White gold is typically alloyed with nickel, zinc, silver, and/or palladium to give it its white color and is often plated with rhodium—a shiny, white metal that is a member of the platinum family—to give it an even whiter appearance and protect it from color loss. Although white gold is not subject to tarnish, it may develop a slightly yellow color over time because of its 75% yellow gold content. If this happens, white gold’s original beauty can be restored by a simple re-plating.

 

diamond-formation

 

Yellow gold is the most common of the golds, partly because gold is yellow in its naturally occurring state. The yellow gold used in fine jewelry is typically alloyed with silver and copper; its color depends on the amount of pure gold in the alloy.

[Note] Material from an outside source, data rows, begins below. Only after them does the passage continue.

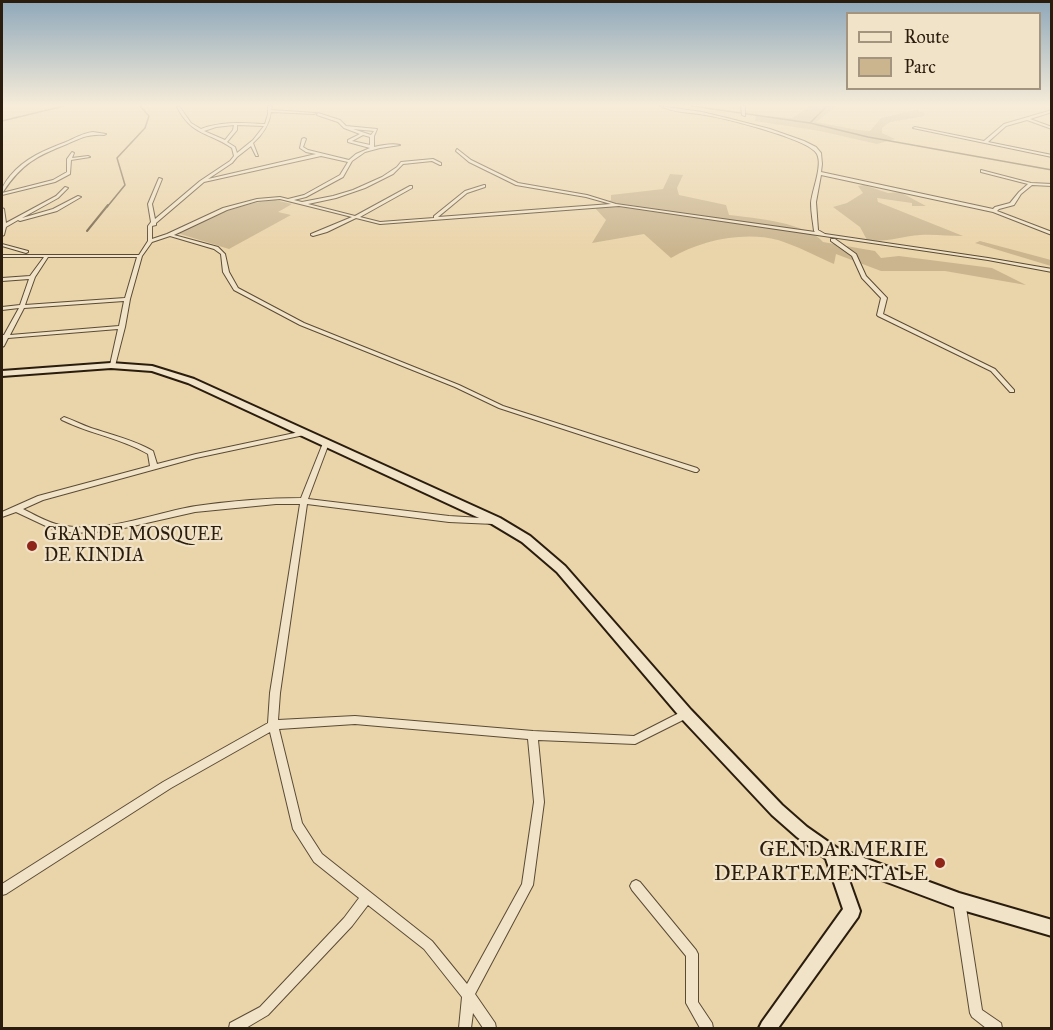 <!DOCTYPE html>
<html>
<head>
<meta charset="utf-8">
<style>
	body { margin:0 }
	#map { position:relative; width:1053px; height:1030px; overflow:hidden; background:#ead4aa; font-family:"IM FELL Great Primer",serif }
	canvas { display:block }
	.frame { position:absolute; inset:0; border:3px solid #2b1d0e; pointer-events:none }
	.legend { position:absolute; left:846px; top:12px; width:195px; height:78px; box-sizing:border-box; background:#f1e3c8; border:2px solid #a2947e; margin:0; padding:8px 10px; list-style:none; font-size:18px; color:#2b1d0e }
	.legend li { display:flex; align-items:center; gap:12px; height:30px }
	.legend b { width:30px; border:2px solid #a2947e }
</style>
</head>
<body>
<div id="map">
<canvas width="1053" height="1030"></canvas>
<div class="frame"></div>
<ul class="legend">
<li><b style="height:8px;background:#f1e3c8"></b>Route</li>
<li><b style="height:16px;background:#cab58f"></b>Parc</li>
</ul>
</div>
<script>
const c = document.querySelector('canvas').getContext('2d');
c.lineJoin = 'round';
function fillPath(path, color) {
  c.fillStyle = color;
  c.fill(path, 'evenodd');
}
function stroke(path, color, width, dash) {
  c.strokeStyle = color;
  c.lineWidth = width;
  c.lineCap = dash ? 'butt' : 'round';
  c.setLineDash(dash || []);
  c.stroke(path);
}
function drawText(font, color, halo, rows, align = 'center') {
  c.font = font + ' "IM FELL Great Primer",serif';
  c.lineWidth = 4.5;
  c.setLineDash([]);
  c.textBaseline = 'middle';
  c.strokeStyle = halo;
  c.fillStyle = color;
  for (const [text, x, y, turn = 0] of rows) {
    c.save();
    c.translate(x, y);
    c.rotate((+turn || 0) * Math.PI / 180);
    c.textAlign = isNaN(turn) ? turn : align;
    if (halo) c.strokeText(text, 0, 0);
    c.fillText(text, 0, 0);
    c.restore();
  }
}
const green = new Path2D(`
	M810,106h27l-21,16 42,8 12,1 11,-13 34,-8 9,2 1,4 -35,6 -8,6v5l13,6 -18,5 -57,-13 -65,-10 1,-6 36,3z
	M670,174l13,1 -6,13 2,7 47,10 3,10c26,3 78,8 94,27l52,9 6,7 18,-2 93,12 34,17 -81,-14h-64l-45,-17 -2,10c-18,-8 -37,-18 -56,-24 -34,-9 -77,0 -107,18l-27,-24 -52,9 14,-23 -12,-13 17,-7v-5l52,-6z
	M864,185l24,8 12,-1 26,14h-14v-3l-35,-5 1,4 85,34c-14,0 -29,-2 -43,-1 -18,1 -35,8 -53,5l-7,-13 -27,-20 14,-4 16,-10 -5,-7z
	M275,200l17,4 -14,8 13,3 -62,34 -52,-16c33,-15 62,-30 98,-33z
	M980,241l71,19v6l-76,-23z`);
const streamFar1 = new Path2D(`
	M692,106l118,17 58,14 184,33
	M2,121l62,-15
	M810,123l17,-17
	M107,207l18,-22 -8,-27 28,-30 4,-12 -9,-10`);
const stream = new Path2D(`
	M87,231l21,-26`);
const street = new Path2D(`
	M179,106l12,17 10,6c21,-8 41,-6 64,-5l3,-10v-8h4l-1,4 45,3 -2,1 -43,-2c-2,13 -8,22 -18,31l5,13h-2l-5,-10 -14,11 -5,6 -24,16 108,-25 -10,-2 -6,-4 2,-9 2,-1 2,1 -3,8 5,3 41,10 7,-6 14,-6 -22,-6v-2l12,-6 -16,-6 -6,-6 -21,-7 1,-2 22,7 6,6 31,3 -3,7v11c8,-2 18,-4 26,-2l-20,3 -15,4 -13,9 -9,16 -37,20 -12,3 8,2 31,-6 20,-6 29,-13 15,-10 4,-5 32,-3 8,4v2h-1l-8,-4 -29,3 -10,10 -28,14 -29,10 -28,6 47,12 55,-30h2v2l-52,29 20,5 54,-4v-2l31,-25 19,-6h1v2l-18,6 -29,24 173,-13 -25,-7 -70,-12 -47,-23 -13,-11 1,-2 14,11 47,23 69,12 29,9 199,28 -1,-1c-1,-9 -3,-18 -3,-28 1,-13 12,-37 6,-49 -7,-15 -93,-36 -112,-39 -15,-3 -31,-2 -45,-9l42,6 29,7 39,10 34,12 12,6 5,6 1,11 -1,8 172,37 2,-2 15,-4 9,-11 9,-8 -47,-12v-2l50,13 21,1v2l-20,-1 -11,9 -7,11 -15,4 -2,2 55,21v3l-59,-23 -172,-37 -5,27 2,28 7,4 163,24 64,11v3l-64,-12 -369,-54 -239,18 -24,-6 -29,14 -14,4 -2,-1v-1l41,-17 -72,-18 -23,2 -30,9 -53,25 44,12 7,7 4,18 9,16 66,35 155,62 44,21 194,62 2,2 -2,2h-2l-196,-64 -44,-21 -155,-62 -66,-35 -11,-18 -2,-18 -7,-5 -44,-13 -18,6 -10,14 -12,43 -5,28 -10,39h-4l-1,-1 8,-36 -110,9 -4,8 -2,1v-12h2l15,-27 -17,2v-3l18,-2 9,-26 -27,2v-3l28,-2 14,-19h-42v-2h137l9,-14v-15l3,-4 -3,-18 11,-26 3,1 -10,25 3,15 45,-38 30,-20 4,-5 -2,-8c-23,-16 -40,-12 -55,-41zM234,125l-1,5 -8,10 -21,-9 12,-4zM237,125l27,1 -11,14 -16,13 -2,-6 -8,-5 10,-12zM353,129l21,2 -3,4zM363,135l7,2v8l-18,-4zM321,156l27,6 -8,13 -36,20 -16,4 -8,-2 -23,2 -34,9 -56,26 -15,5v-13l4,-1v-2l48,-41zM48,257h89l-12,41 -100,7 10,-28zM124,301l-5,25 -109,9 14,-27z
	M741,106h4v10l-3,-1z
	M1052,110v2l-22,7 22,8v2l-25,-9 -21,6 -18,16 64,13v2l-139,-29 2,-1 69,14 20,-17z
	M93,132l13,2 -2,1c-16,-1 -23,3 -37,9 -30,12 -45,19 -64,48h-1c0,-6 4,-11 8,-16 15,-18 35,-26 56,-34 9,-4 17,-9 27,-10z
	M72,152l2,1 -2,5 16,-2 2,1 -19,3 -1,14 -15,8 -53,13v-2l51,-13 14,-8v-13z
	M65,187l3,1 -10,10 -36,20 31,-9 25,-13 3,1 -24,14 -37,10 -2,-1 -12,7 -2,8 -2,1v-28l2,1 2,14 50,-27z
	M831,239h4l21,15 10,22 21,22 -4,16 112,55 19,21v2h-4l-19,-21 -113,-55 -1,-1 4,-17 -19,-20 -10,-22 -21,-15z
	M2,244l26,7v1l-2,1 -24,-7z
	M64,417c9,3 18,8 27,11 21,7 43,12 62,23l4,13 39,-10 108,-23 3,2 -3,2 -108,23 -153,42 -20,9c10,5 22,12 33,15 45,12 96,-11 140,-18 35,-5 70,-8 105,-8l22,-55 3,-2 3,2 -21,56 141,17 48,3 1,2 -1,2 -3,1 -45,-2 -142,-18 -27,189 -2,27 77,-4 178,15 101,5 49,-25 3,-1 3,1 2,3 -2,3 -54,27 -97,-4 6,62 -11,83 -58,109 20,29 1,5h-13l-10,-15 -2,15h-12l3,-31 -38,-48 -56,-44 -16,21 -84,89 -22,13h-17l1,-5 30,-16 84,-89 15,-20 -45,-36 -21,-33 -23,-97 -99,56 -165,106 -4,1v-11l161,-102 105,-59 2,-30 30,-189h-24l-81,8 -84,19 -37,2 -24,-5 -34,-16 -14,5v-5l36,-16 112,-30 -2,-12c-27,-16 -58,-20 -86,-34l-1,-1zM355,724l173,15 6,63 -12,82 -55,100 -35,-43 -110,-87 -20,-31 -23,-94z
	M636,880l4,2 56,68 2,4v48l14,21 1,5h-13l-14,-25v-47l-54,-66 -2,-4 2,-4z
	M959,895l4,2 2,4 17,109 19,13 1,5h-16l-14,-11 -2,-4 -17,-112 2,-4z`);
const secondary = new Path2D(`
	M111,363l41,3 42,13 306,139 30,18 35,30 126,144 91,95 25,22 30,21 122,45 93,27v16l-93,-27 -115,-43 16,45 -2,6 -80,111h-19l3,-6 81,-113 -17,-50 -29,-22 -25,-22 -91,-97 -124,-146 -35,-30 -30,-18 -304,-141 -36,-12 -41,-3 -109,8v-5z`);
const markers = [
	[32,546,6,"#8f2418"],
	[940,863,6,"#8f2418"]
];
const poiNames = [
	["GRANDE MOSQUEE",44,536],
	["DE KINDIA",44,557]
];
const nearPoinames = [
	["GENDARMERIE",928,851],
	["DEPARTEMENTALE",928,875]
];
fillPath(green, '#cab58f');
stroke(streamFar1, '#77664c', 1.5);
stroke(stream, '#77664c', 2);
stroke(street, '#5b4b35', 2);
stroke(secondary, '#2b1d0e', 4);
fillPath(street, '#f1e3c8');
fillPath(secondary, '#f1e3c8');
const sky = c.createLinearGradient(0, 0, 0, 250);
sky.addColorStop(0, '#8fa8ba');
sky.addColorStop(0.42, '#f6ecd9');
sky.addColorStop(1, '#f6ecd900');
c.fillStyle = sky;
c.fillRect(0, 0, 1053, 250);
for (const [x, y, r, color] of markers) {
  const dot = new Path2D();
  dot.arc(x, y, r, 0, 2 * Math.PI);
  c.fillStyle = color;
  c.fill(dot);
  stroke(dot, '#f1e3c8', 2);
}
drawText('18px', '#2b1d0e', '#f1e3c8', poiNames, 'left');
drawText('21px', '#2b1d0e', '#f1e3c8', nearPoinames, 'right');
</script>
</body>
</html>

The advantages of gold are that it does not corrode, tarnish or rust, so it can be counted on to provide lasting beauty. And even though it is strong, gold is more "flexible" than the other precious metals.

 

Pure gold, graded 24 karats, is too soft for use in making jewelry—as a rule, the higher the karat count, the softer the gold. 18kt gold is composed of 75% gold alloyed with 25% other metals and is used in the making of fine jewelry. 14kt gold, which is composed of 58.3% gold, is commonly used in jewelry in which strength and hardness are important factors. 10kt gold is made up of 41.7% gold, and 10 karats is the minimum amount of karats an items needs to be classified as real gold in the U.S. Authentic gold jewelry bears a "karat mark", which is a "k" stamp. According to U.S. law, every gold item must also be stamped with the manufacturer's trademark and country of origin to ensure the authenticity of the gold.

 

diamond-formation

 

Rose gold is a gold and copper alloy commonly used for specialized jewelry and coveted for its warm, reddish color. Rose gold is also known as red gold and pink gold, and sometimes as Russian gold, as a result of its popularity in Russia in the early 19th century. The difference between red, rose and pink gold is their copper content.

 

The higher the amount of copper in gold, the more pronounced the red color. Pure gold is a deep yellow color and pure copper is reddish. The color of rose gold is somewhere on the spectrum between the two, depending on its individual composition. A common alloy for Rose gold is composed of 75% gold and 25% copper by mass.

 

Caring For White Gold Jewelry

Even though white gold is resilient, there are important measures you can take to keep your jewelry looking as good as new. To keep white gold shiny and scratch-free, store it in a soft cloth bag or fabric-lined jewelry box. White gold should be cleaned with mild soap and warm water, using a non-metallic, soft brush (like a toothbrush). To retain white gold’s luster, make sure to keep it away from harmful and corrosive chemicals such as bleach, ammonia and chlorine. And always use a soft, lint-free cloth—never paper towels—to dry the jewelry. Why to choose this metal: Yellow and white gold are traditional, popular and widely available. Although rings made of yellow gold may show scratches and other abrasions, repairs and maintenance are easy. White gold costs more than yellow, and you'll need to keep in mind the additional upkeep for white gold rings.